Quando l’avvocato è collezionista di Pinocchi

VARESE Alti oltre un metro e lillipuziani. Con il cappello a punta e il naso in plastilina morbida. Tradizionali, con le articolazioni mobili e il vestito rosso. Sono gli 82 pinocchi della collezione dell’avvocato Pierpaolo Cassarà, da dieci anni membro dell’Associazione dei Pinocchisti di Firenze. «Per diventare un pinocchista bisogna avere un gran numero di burattini, ma è la qualità dei singoli pezzi che fa ottenere il riconoscimento» spiega l’avvocato. Alcuni pinocchi hanno un valore inestimabile che può superare le migliaia

di euro. Nella collezione ce ne sono di tutte le epoche e di tutti i materiali. E non mancano neppure i pinocchi in materiali preziosi, conservati al sicuro. L’avvocato li ha cercati in giro per l’Italia tra un’udienza e l’altra, «le città dove ce ne sono di più sono Roma e Napoli» racconta. Può sorprendere, ma i pinocchisti non sono rari: persino Bill Gates pare abbia fatto costruire un Pinocchio alto 15 metri all’ingresso di una delle sue «engineering factory».

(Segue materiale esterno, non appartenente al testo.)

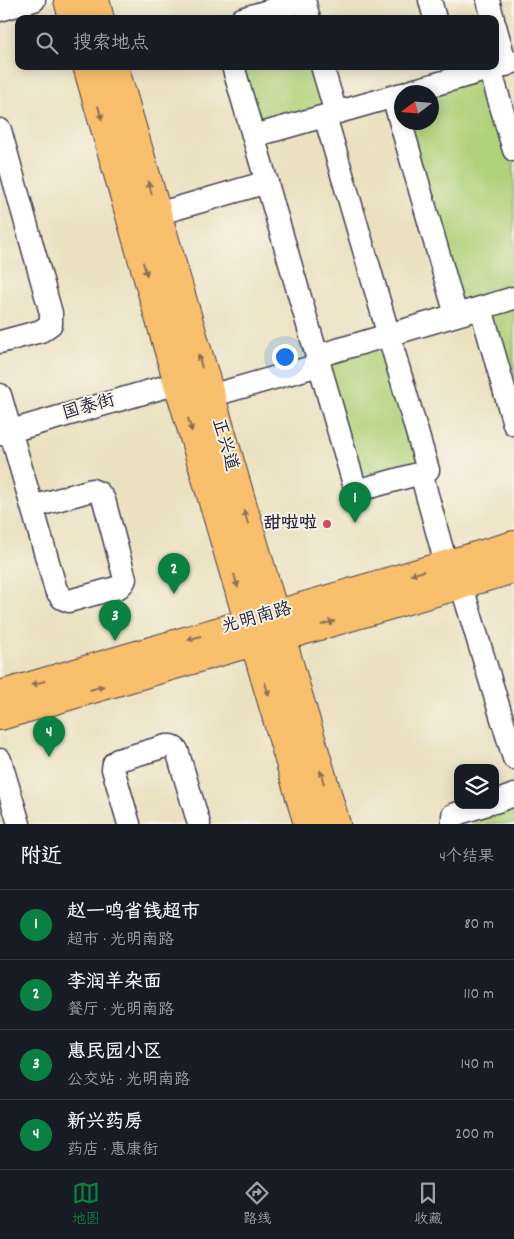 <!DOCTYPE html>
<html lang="zh">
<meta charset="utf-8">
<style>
body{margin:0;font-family:Dekko,"LXGW WenKai TC",sans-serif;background:#20242c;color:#f1f3f6}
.controls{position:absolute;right:15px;bottom:15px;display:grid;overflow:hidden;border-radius:10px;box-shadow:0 2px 12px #0003}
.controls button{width:45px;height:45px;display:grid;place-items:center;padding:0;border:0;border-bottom:1px solid #363941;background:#171b24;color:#f1f3f6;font:25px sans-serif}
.compass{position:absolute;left:394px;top:85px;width:45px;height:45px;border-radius:50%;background:#171b24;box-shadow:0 2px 12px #0003;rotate:254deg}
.you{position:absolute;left:284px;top:356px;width:18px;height:18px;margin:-12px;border:4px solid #fff;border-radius:50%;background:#1a73e8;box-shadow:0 0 0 8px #1a73e833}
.badge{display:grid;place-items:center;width:32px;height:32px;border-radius:50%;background:#0b8043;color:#fff;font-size:16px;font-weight:700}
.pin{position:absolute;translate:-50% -41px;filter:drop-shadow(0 1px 2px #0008)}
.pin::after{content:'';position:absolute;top:26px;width:18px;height:15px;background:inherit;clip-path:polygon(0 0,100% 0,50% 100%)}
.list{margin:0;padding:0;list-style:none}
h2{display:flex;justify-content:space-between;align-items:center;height:65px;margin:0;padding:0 20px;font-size:21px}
h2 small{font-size:16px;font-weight:400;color:#9ea1a6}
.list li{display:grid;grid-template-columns:32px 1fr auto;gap:15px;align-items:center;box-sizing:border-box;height:70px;padding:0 20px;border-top:1px solid #363941}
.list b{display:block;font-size:19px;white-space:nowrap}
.list p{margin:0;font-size:16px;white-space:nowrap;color:#9ea1a6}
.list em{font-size:16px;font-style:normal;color:#9ea1a6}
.icon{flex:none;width:28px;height:28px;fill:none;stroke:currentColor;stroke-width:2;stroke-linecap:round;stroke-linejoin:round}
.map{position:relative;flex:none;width:514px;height:824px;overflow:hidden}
.search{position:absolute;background:#171b24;box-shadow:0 2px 12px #0003;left:15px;right:15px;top:15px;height:55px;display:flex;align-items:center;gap:12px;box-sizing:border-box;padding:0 18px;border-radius:10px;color:#9ea1a6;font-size:19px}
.sheet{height:345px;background:#171b24}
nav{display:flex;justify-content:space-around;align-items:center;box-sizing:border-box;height:70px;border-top:1px solid #363941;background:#171b24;font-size:14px;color:#9ea1a6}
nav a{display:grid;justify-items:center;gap:2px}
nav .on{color:#0b8043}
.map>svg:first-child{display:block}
.green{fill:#b0d27a;stroke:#697a5a}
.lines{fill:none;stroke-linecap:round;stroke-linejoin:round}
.minor-casing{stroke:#403f4f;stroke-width:25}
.major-casing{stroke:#403f4f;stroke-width:30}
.minor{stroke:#fff;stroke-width:22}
.major{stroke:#f8bf6c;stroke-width:28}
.oneway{fill:#8d7054}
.poi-dot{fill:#d1495b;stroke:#f7f3e8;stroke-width:2}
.labels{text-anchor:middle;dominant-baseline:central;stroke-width:4;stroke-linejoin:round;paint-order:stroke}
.street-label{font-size:18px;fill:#22223b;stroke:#f7f3e8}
.poi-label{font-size:18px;font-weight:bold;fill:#22223b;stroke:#f7f3e8;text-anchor:end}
</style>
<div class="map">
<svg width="514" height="824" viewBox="0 0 514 824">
<rect width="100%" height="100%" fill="#f7f3e8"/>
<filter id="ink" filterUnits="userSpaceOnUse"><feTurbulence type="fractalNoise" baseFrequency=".02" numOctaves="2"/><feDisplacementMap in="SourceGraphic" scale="10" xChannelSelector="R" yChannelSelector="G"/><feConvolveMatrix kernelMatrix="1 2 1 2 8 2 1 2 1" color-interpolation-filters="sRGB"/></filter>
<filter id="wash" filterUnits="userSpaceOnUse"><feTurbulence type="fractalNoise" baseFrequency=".0096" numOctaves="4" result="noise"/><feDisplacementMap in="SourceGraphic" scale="20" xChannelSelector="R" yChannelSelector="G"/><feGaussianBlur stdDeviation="1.12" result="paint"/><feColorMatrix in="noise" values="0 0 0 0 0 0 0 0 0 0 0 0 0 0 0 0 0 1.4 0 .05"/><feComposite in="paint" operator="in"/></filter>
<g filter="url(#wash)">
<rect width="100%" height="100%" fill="#ebe1c0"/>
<path class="green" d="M 236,66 L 318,66 L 331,110 L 255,132 Z
M 490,72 L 514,158 L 514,294 L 458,311 L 404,123 L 432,122 L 432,92 Z
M 514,302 L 514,413 L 485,310 Z
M 387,340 L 424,468 L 358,488 L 321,359 Z
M 514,807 L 514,824 L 474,824 L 476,818 Z"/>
</g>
<g filter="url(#ink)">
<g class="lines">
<g class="minor-casing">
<path id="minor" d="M 430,0 L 435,19
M 488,0 L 493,19
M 0,10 L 34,0
M 242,19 L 304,0 L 309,19
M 495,26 L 506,65
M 233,66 L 356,491 L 421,473 L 446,564
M 322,66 L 336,113
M 490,69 L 514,150
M 408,92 L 514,62
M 393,96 L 456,315
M 325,116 L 428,470 L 421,473
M 0,130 L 51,313 L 51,324 L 41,331 L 0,342
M 254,136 L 402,94
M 157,214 L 267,182
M 481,308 L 514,424
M 317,356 L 514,298
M 0,395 L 56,590 L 62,598 L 69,601 L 119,587 L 123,583 L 125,579 L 104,500 L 99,493 L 92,490 L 32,507
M 210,396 L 319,365
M 0,434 L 178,383
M 461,584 L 514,758
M 0,760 L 19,824
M 495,802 L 514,795
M 129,824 L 113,769 L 114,763 L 118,760 L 166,746 L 171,746 L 177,750 L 199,824
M 453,824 L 453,815 L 484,805"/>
</g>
<g class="major-casing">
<path id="major" d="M 68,0 L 73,19
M 95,0 L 100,19
M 87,66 L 178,383 L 308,824
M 114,66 L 336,824
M 0,695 L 514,545
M 0,716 L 253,642 L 281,637 L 514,569"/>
</g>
<use href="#minor" class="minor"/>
<use href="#major" class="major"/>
</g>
<defs><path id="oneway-solid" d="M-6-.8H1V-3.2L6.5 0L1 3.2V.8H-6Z" transform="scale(1.25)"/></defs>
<g class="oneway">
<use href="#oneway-solid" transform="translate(100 113) rotate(74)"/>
<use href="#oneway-solid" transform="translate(150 188) rotate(-106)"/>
<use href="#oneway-solid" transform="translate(145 269) rotate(74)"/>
<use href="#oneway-solid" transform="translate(200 361) rotate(-106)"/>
<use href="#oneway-solid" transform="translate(190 425) rotate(74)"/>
<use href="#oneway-solid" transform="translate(246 517) rotate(-107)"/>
<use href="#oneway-solid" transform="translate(417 573) rotate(164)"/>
<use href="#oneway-solid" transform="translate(236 581) rotate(74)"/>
<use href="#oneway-solid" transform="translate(328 623) rotate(-16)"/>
<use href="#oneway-solid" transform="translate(194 638) rotate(164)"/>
<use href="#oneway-solid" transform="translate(38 683) rotate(164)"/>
<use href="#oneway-solid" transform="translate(97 688) rotate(-16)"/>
<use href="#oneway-solid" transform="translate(267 689) rotate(73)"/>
<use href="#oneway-solid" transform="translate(322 777) rotate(-106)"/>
</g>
</g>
<circle class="poi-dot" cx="327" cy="524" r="5"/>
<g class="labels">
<g class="street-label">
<text transform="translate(89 408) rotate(-16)">国泰街</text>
<text transform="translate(224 445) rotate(74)">正兴道</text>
<text transform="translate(257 619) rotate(-16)">光明南路</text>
</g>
<g class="poi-label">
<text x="317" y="524">甜啦啦</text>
</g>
</g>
</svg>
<div class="controls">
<button><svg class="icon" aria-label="layers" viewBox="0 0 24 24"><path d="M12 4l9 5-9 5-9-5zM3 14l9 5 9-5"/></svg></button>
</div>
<svg class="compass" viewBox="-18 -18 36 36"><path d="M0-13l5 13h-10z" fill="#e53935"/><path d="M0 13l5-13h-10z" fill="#9ea1a6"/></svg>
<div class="you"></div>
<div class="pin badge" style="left:355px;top:523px">1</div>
<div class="pin badge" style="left:174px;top:594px">2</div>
<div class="pin badge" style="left:115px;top:641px">3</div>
<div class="pin badge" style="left:49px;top:757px">4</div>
<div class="search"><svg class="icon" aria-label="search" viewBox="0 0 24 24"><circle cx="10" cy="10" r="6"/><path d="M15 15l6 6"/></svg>搜索地点</div>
</div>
<section class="sheet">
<h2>附近<small>4个结果</small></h2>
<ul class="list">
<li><span class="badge">1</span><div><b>赵一鸣省钱超市</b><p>超市 · 光明南路</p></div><em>80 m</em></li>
<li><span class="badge">2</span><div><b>李润羊杂面</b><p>餐厅 · 光明南路</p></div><em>110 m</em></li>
<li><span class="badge">3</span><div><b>惠民园小区</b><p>公交站 · 光明南路</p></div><em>140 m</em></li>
<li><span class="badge">4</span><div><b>新兴药房</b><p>药店 · 惠康街</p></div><em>200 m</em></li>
</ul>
</section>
<nav>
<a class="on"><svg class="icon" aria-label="map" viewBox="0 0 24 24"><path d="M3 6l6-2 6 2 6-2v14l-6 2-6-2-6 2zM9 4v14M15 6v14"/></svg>地图</a>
<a><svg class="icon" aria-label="directions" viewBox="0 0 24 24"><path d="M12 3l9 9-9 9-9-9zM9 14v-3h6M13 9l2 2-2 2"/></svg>路线</a>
<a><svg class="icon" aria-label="saved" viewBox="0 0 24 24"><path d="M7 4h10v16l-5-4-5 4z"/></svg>收藏</a>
</nav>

La collezione dei Pinocchi di Cassarà si divide parte nello studio di Varese e parte in quello di Solbiate Olona. Alcuni Pinocchi sono seduti con le gambe a penzoloni sugli scaffali delle librerie, altri sono vicino ai libri di diritto. Accostare i volumi di legge a Pinocchio non deve sorprendere. Ciò che lega verità e racconto della stessa fu ben espresso da Alessandro Manzoni in quel passo che dice: «All’avvocato devi raccontare le cose chiare. Poi ad ingarbugliarle ci penso io». Il Pinocchio più raro di Cassarà è un pezzo degli anni ’30 con il naso costruito in plastilina morbida per rispettare le norme di sicurezza di quel periodo. Tra i libri di diritto, i codici e i burattini, ci sono anche alcuni volumi di Pinocchio. L’edizione più preziosa è del 1887 e riporta alcuni materiali storiografici precedenti alla pubblicazione del libro.
Chi conosce la storia di Pinocchio non può non rimanere affascinato da quella di Collodi (pseudonimo di Carlo Lorenzini), uomo accigliato e burbero, che scrisse il libro inserendo volutamente degli errori ortografici per disprezzo della grammatica. «Collodi, infatti, se ne infischiava dell’ortografia per tenere spontanea la sua creatività» spiega Cassarà. Il libro che conosciamo oggi fu pubblicato dopo alcune edizioni del Giannettino che vendette 50 mila copie e che, come il Pinocchio, fu dedicato ai ragazzi della borghesia. Il primo a dimostrare interesse per Collodi fu Guido Biagi, direttore del «giornale per i bambini». Successivamente, all’editore Sandro Poggi, nel 1881, Collodi disse: «eccoti queste bambinate, fanne quello che vuoi basta che mi paghi». Mai più lo scrittore pensava che da quei cartigli scritti per saldare debiti di gioco sarebbe nato un classico per l’infanzia. Se questo è successo è perché Collodi «fu un rivoluzionario che seppe educare con la fantasia, con lui si affermò quello spirito che infranse quella barriera di musoneria obbligatoria dove si trincerava il mondo dei maestri e degli educatori» continua Cassarà. «Pinocchio parla di noi perché tutti, ogni giorno, ci raccontiamo delle bugie. La maggior parte sono a fin di bene e servono per far sembrare la realtà più bella di quello che è veramente, quasi una pastiglia per vivere felici». Per descrivere il legame tra bugia e psiche, l’avvocato sta scrivendo un libro, il cui titolo dovrebbe essere «l’ombra della bugia».  La collezione di Pinocchi ambisce a crescere ancora: «Questi burattini hanno il compito di rievocare la nostra infanzia». Sotto il profilo pittorico, sono il Mazzanti, il Chiostri e il Mussino ad aver individuato i caratteri strutturali del personaggio di Pinocchio. «Tutto quello che è fuori da questi canoni non è Pinocchio».